Although several stories are told in the separate chapters, Omar is really the main character. He is introduced in the first and the biggest moment of dramatic impact in the film, which comes at the end, is directly related to him. One of the unifying themes of each story is that of family and of brothers, in particular. The blood libel against all members of Omar’s family sets his story in motion. He is protective of his mother and Nasri, who fears for his older brother’s safety. Malek betrays the man who employs and hides him in order to help his mother. Dando is motivated by the search for his missing brother and then revenge for his ultimate fate. Banj’s fate is sealed in some part by the unfortunate actions of his brother, who has a late-night altercation with a Jewish neighbor that ends in bloodshed. Despite the differences in religion and upbringing, family remains the tie that binds.

The trivia listing at IMDb notes that the dialogue was improvised. I have no trouble believing that as the whole film has a kind of documentary feel to it. There are a lot of handheld shots and the camera stays close and intimate with the characters. Wide shots and cross cutting are rare. As for the dialogue, I was sure in some early scenes that the actors were stepping on each others’ lines. Now I know why. It adds a very natural and unpolished feel to what is supposed to be a gritty street drama.

The film’s biggest flaw, however, is its structure. Each chapter layers itself onto the others. We glean more information about the previous chapters as the current one unfolds. Each chapter contains some event we don’t fully understand which is then explained in the subsequent chapters. This has some dramatic effect in that we’re often left wondering why something has happened or why a character has made what seems a very bizarre decision. You carry that tension with you through the next twenty minutes or so until the reason is revealed. This keeps the audience primed and nervous with anticipation.
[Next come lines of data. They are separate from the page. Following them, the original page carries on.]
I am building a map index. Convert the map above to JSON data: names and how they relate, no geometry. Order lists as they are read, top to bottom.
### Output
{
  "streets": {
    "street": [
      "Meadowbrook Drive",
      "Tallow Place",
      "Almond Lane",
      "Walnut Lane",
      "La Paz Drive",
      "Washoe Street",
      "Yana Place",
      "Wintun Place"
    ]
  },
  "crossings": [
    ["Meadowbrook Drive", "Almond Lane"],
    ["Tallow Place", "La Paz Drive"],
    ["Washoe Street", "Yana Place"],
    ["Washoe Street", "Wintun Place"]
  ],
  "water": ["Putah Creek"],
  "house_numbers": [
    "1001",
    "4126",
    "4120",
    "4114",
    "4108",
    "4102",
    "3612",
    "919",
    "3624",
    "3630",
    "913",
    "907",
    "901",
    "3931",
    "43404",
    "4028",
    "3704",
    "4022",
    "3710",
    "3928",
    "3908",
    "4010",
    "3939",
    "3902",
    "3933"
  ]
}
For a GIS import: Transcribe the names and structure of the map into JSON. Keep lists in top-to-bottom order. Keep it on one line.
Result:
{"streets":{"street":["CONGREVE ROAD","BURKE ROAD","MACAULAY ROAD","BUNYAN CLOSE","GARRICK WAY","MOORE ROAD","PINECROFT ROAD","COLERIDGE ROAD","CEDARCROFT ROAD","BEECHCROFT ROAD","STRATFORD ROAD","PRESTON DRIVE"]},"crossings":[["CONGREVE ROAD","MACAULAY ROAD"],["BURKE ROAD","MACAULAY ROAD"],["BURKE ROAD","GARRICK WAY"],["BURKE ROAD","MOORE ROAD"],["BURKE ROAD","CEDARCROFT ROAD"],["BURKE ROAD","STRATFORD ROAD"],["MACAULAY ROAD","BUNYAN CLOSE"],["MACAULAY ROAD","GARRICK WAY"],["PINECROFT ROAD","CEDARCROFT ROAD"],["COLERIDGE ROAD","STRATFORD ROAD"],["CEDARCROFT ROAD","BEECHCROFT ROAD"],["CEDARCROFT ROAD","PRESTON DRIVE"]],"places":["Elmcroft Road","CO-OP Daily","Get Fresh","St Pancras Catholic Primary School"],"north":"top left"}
After the film was finished I kept asking myself if it would work as well with a linear narrative. My suspicion is that, although it would fundamentally change the way the tension in the narrative plays out, we would have a film that still gets the same message across while being a lot less confounding. That’s a difficult question to answer with certainty with just one viewing, but it wasn’t quite good enough to warrant a second.